▶ YOUR OBJECTIVE: Restate the listing word for word. Stop at the line that holds "filter:drop-shadow(2px 0 #635037)", include it, and leave out all pictures.

▶ MATERIALS PROVIDED:
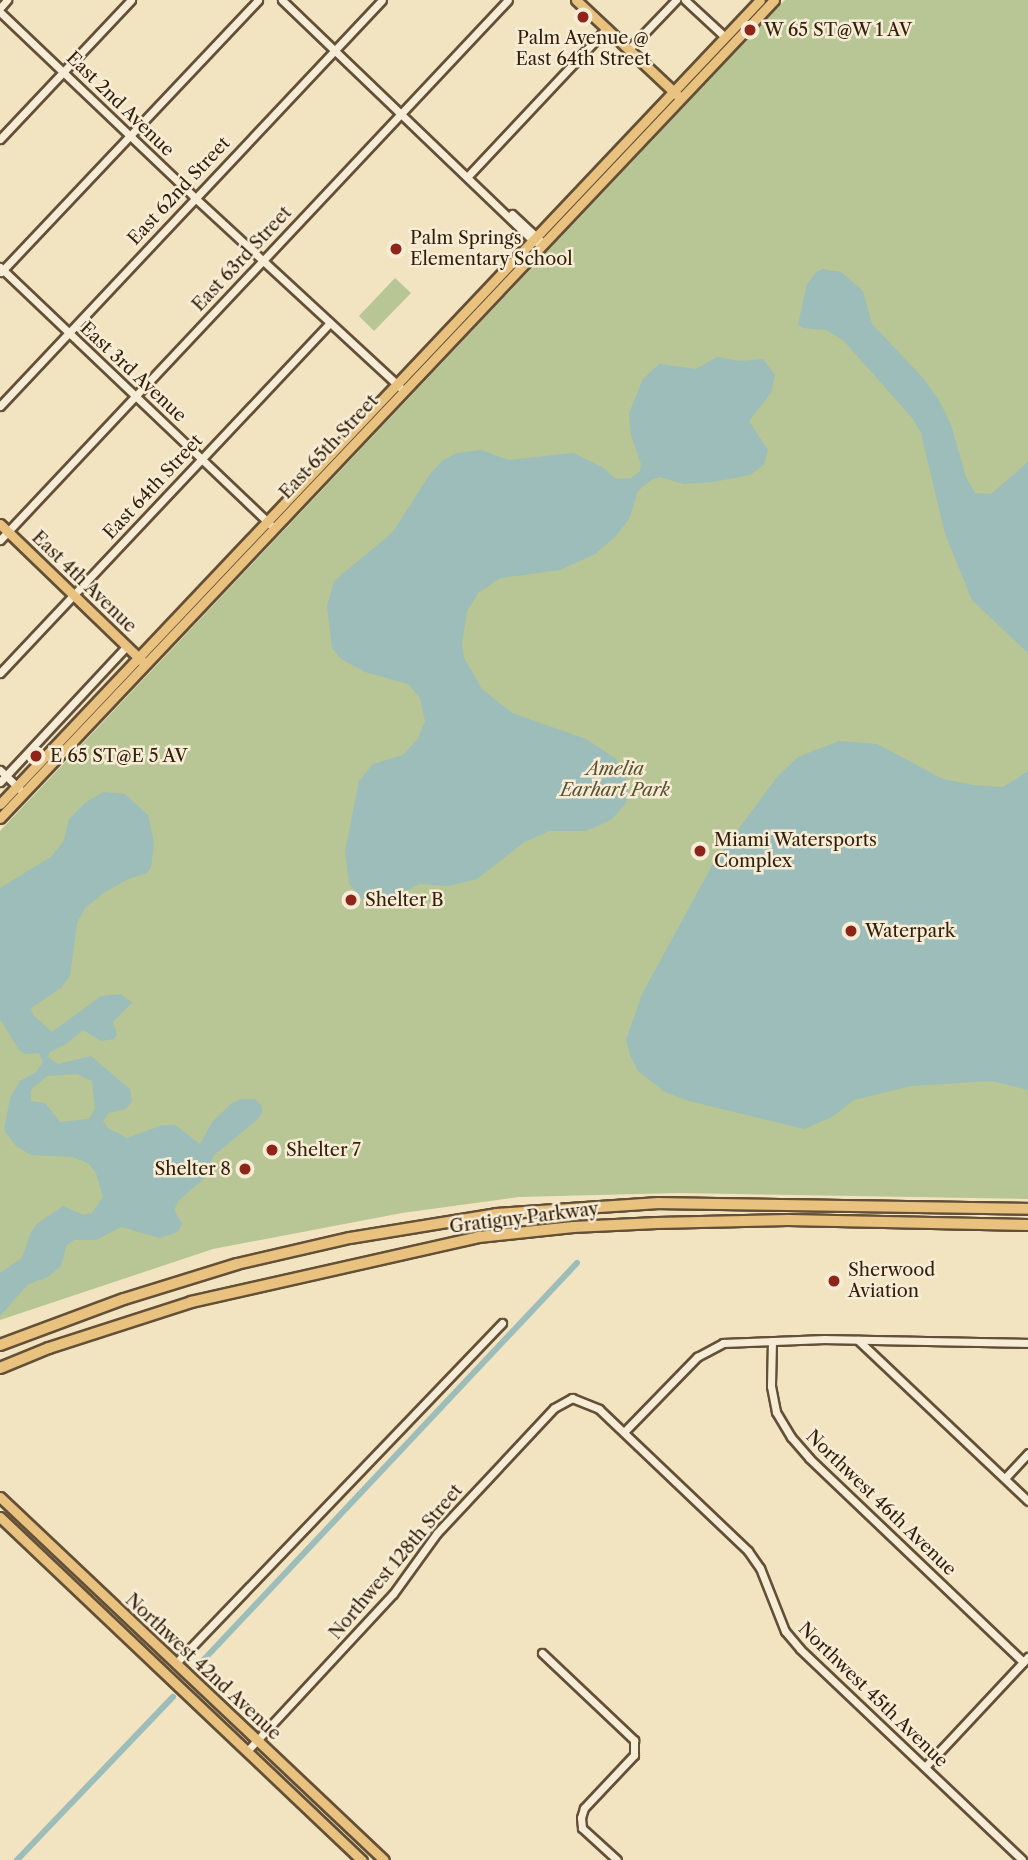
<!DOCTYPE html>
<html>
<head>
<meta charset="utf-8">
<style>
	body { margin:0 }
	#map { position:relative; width:1028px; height:1860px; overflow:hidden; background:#f2e4c1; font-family:"Libre Caslon Text",serif }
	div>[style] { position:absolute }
	.green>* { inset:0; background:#b8c594 }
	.water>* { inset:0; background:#9cbdb9 }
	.canal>* { height:6px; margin:-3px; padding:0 3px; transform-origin:3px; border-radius:3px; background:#9cbdb9 }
	.roads { filter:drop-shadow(2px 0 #635037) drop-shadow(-2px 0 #635037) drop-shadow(0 2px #635037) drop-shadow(0 -2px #635037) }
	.minor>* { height:7px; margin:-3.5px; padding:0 3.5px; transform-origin:3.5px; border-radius:3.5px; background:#f7edd7 }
	.major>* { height:9px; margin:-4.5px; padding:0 4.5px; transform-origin:4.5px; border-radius:4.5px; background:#e9c280 }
	.highway>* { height:10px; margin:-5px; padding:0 5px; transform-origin:5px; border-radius:5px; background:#e9c280 }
	.dots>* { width:19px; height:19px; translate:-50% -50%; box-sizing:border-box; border:4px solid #f7edd7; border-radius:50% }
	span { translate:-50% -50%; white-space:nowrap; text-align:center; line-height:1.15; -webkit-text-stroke:5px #f7edd7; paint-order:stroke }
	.poi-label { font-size:18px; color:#331f09 }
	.left { translate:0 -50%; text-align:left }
	.right { translate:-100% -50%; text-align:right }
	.street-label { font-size:18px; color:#331f09 }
	.park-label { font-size:18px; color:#5b5133; font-style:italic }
</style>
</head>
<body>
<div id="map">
	<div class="green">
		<div style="clip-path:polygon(785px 0,1028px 0,1028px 1199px,677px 1193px,519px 1197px,402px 1213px,213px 1249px,0 1320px,0 831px)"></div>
		<div style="clip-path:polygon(395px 278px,411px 293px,374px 331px,359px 316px)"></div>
	</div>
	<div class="water">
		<div style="clip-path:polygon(823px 269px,841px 272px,863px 291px,872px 324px,924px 379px,939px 400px,951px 425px,966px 477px,975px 493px,991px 494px,1028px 462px,1028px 653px,972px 600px,945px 534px,921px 433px,913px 419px,843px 340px,826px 330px,803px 328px,798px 325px,807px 284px,816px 272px)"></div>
		<div style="clip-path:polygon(717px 357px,740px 361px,763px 359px,775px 375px,771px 393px,749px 421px,768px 450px,764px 465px,750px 475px,713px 482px,684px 484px,660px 477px,651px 480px,638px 491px,629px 519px,616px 536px,595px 554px,560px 570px,501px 578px,479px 592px,467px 611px,462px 643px,464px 658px,482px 689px,512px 713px,586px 739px,616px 759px,629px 785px,626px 803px,612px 819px,598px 826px,585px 831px,549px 831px,523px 843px,477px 879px,449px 886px,420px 884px,389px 899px,364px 901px,349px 884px,345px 851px,359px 781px,373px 764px,403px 755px,418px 739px,425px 721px,420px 698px,408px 684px,365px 672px,341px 659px,332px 648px,327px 606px,334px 581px,393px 532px,430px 474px,443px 460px,457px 453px,481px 450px,509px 460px,573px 453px,602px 467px,616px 479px,631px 478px,640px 471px,641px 464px,631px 435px,629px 413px,643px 379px,659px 364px,696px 369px)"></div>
		<div style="clip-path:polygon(839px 741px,877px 744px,943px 779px,973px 785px,1003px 787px,1028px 771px,1028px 1090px,991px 1081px,911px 1086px,854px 1100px,832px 1117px,804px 1129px,689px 1101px,665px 1092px,638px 1071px,630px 1055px,626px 1040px,642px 994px,714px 862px,777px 777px,798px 757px)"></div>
		<div style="clip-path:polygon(evenodd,103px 792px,125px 794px,148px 815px,154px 843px,151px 867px,147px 873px,128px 879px,105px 892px,85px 908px,77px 923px,70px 976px,61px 988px,31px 1008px,33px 1015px,52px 1032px,101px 996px,121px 994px,132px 1003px,113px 1022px,117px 1034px,114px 1039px,101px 1041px,83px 1030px,66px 1044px,50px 1052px,48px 1057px,58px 1064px,91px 1056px,130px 1089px,132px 1102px,125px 1109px,109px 1113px,103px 1121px,108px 1128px,127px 1138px,163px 1125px,175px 1125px,200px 1144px,213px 1121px,232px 1103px,241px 1099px,255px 1099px,262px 1106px,262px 1112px,258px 1119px,214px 1155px,205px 1178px,178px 1201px,174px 1210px,182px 1224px,178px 1232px,160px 1238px,121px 1227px,96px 1240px,74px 1240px,66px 1246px,61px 1266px,48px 1277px,28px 1284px,0 1316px,0 1273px,22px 1258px,31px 1232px,37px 1224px,63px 1206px,84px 1215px,92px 1213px,103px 1197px,96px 1173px,88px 1163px,72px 1157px,31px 1155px,16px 1146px,4px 1130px,10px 1098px,20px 1081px,36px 1072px,43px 1062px,39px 1053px,25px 1054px,19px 1050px,0 1019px,0 888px,52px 856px,64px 840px,69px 819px,85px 803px,103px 792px,77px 1074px,92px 1081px,95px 1109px,89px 1119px,60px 1122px,45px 1103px,31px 1101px,31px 1090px,47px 1076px,77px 1074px)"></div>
	</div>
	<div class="canal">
		<div style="left:196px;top:1668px;width:556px;rotate:-46.75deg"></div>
		<div style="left:17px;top:1860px;width:226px;rotate:-46.3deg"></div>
	</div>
	<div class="roads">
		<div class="minor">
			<div style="left:282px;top:0;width:347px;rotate:43.8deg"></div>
			<div style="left:532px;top:240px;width:11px;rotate:27deg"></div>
			<div style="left:685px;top:0;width:54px;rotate:42.8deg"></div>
			<div style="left:0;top:8px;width:11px;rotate:-49deg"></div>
			<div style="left:0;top:12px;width:268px;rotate:43.6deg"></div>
			<div style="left:194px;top:197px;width:286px;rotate:42.7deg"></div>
			<div style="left:629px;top:49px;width:68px;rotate:-46.2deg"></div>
			<div style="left:0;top:139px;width:191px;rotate:-46.7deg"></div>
			<div style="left:468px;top:176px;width:203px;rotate:-46.8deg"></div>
			<div style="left:512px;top:214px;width:37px;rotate:43deg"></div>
			<div style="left:0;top:267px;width:374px;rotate:43.6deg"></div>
			<div style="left:1px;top:272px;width:374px;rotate:-46.6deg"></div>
			<div style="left:0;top:406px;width:557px;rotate:-46.74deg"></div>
			<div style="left:0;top:540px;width:741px;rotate:-46.75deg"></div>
			<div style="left:0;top:673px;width:481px;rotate:-46.7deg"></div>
			<div style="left:0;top:770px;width:33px;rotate:44deg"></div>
			<div style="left:0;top:782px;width:186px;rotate:-47deg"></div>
			<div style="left:858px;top:1340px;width:234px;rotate:43.4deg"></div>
			<div style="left:772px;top:1341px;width:45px;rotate:91.3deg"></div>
			<div style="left:771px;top:1386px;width:26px;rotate:79deg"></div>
			<div style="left:776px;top:1412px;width:29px;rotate:59deg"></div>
			<div style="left:791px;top:1437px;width:28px;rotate:49deg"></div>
			<div style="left:809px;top:1458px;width:296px;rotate:43.6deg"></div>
			<div style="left:624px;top:1432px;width:105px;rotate:-45.8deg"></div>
			<div style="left:697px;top:1357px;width:30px;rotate:-28deg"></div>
			<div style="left:723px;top:1343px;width:102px;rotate:-2.2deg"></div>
			<div style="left:825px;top:1339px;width:203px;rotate:1.1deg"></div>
			<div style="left:1005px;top:1478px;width:34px;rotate:-47deg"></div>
			<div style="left:542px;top:1653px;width:127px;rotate:43.4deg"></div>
			<div style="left:634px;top:1740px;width:15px;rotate:90deg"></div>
			<div style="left:634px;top:1755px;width:73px;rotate:133.3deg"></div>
			<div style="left:584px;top:1808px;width:10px;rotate:107deg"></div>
			<div style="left:581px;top:1818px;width:10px;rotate:84deg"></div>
			<div style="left:582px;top:1828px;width:47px;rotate:42.4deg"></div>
			<div style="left:176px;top:1663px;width:471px;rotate:-46.2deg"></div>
			<div style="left:247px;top:1751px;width:214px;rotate:-47.1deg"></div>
			<div style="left:393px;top:1594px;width:75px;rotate:-54.2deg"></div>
			<div style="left:437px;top:1533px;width:171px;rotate:-46.9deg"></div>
			<div style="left:554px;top:1408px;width:21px;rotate:-29deg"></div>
			<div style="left:572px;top:1398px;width:29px;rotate:22deg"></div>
			<div style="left:599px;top:1409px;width:206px;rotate:43.6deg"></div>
			<div style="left:748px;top:1551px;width:21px;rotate:55deg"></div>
			<div style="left:760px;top:1568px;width:68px;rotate:68.4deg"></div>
			<div style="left:785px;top:1631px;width:23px;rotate:50deg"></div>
			<div style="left:800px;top:1649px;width:306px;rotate:43.5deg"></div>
			<div style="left:925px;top:1767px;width:151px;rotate:-46.9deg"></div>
		</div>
		<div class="major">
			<div style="left:576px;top:0;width:139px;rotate:43.2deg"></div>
			<div style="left:0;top:524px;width:197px;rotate:44deg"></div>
			<div style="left:0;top:804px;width:1106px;rotate:-46.61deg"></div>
			<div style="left:0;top:818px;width:1126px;rotate:-46.58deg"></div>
			<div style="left:0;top:1497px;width:528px;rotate:43.39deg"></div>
			<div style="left:0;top:1517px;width:499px;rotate:43.5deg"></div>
		</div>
		<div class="highway">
			<div style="left:0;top:1345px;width:132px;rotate:-20.4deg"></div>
			<div style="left:124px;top:1299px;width:118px;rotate:-17.2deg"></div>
			<div style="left:237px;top:1264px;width:116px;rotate:-13deg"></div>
			<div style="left:350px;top:1238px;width:148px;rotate:-9.3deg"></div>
			<div style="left:496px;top:1214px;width:163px;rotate:-3.9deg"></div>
			<div style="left:659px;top:1203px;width:369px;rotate:0.9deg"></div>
			<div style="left:0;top:1368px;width:53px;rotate:-22.2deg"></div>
			<div style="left:49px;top:1348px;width:149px;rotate:-17.9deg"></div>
			<div style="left:191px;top:1302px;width:295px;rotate:-12.7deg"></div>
			<div style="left:479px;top:1237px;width:95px;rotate:-6.1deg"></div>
			<div style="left:573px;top:1227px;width:84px;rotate:-2.7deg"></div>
			<div style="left:657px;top:1223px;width:131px;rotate:-1.3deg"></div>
			<div style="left:788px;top:1220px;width:240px;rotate:1.2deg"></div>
		</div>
	</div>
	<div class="dots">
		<div style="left:583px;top:17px;background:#8f2418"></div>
		<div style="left:750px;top:30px;background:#8f2418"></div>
		<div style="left:396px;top:249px;background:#8f2418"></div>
		<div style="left:36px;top:756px;background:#8f2418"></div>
		<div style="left:700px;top:851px;background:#8f2418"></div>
		<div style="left:351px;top:900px;background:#8f2418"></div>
		<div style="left:851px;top:931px;background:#8f2418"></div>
		<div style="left:272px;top:1150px;background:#8f2418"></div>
		<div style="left:245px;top:1169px;background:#8f2418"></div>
		<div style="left:834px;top:1281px;background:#8f2418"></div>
	</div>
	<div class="poi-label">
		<span class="left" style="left:764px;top:30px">W 65 ST@W 1 AV</span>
		<span style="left:583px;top:49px">Palm Avenue @<br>East 64th Street</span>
		<span class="left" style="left:410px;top:249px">Palm Springs<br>Elementary School</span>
		<span class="left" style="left:50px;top:756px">E 65 ST@E 5 AV</span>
		<span class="left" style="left:714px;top:851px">Miami Watersports<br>Complex</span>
		<span class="left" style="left:365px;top:900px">Shelter B</span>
		<span class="left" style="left:865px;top:931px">Waterpark</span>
		<span class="left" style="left:286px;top:1150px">Shelter 7</span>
		<span class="right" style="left:231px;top:1169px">Shelter 8</span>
		<span class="left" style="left:848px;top:1281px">Sherwood<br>Aviation</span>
	</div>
	<div class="street-label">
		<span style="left:120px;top:104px;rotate:44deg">East 2nd Avenue</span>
		<span style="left:179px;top:191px;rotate:-47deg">East 62nd Street</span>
		<span style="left:242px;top:259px;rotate:-47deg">East 63rd Street</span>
		<span style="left:133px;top:372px;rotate:43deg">East 3rd Avenue</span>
		<span style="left:329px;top:447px;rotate:-47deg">East 65th Street</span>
		<span style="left:153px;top:487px;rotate:-47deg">East 64th Street</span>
		<span style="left:84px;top:582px;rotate:44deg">East 4th Avenue</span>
		<span style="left:524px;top:1218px;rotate:-7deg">Gratigny Parkway</span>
		<span style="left:881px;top:1503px;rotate:44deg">Northwest 46th Avenue</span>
		<span style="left:396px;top:1562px;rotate:-50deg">Northwest 128th Street</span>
		<span style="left:203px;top:1667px;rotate:43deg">Northwest 42nd Avenue</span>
		<span style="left:873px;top:1695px;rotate:44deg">Northwest 45th Avenue</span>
	</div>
	<div class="park-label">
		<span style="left:615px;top:780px">Amelia<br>Earhart Park</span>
	</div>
</div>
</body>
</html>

▶ EXERCISE OUTPUT:
<!DOCTYPE html>
<html>
<head>
<meta charset="utf-8">
<style>
	body { margin:0 }
	#map { position:relative; width:1028px; height:1860px; overflow:hidden; background:#f2e4c1; font-family:"Libre Caslon Text",serif }
	div>[style] { position:absolute }
	.green>* { inset:0; background:#b8c594 }
	.water>* { inset:0; background:#9cbdb9 }
	.canal>* { height:6px; margin:-3px; padding:0 3px; transform-origin:3px; border-radius:3px; background:#9cbdb9 }
	.roads { filter:drop-shadow(2px 0 #635037) drop-shadow(-2px 0 #635037) drop-shadow(0 2px #635037) drop-shadow(0 -2px #635037) }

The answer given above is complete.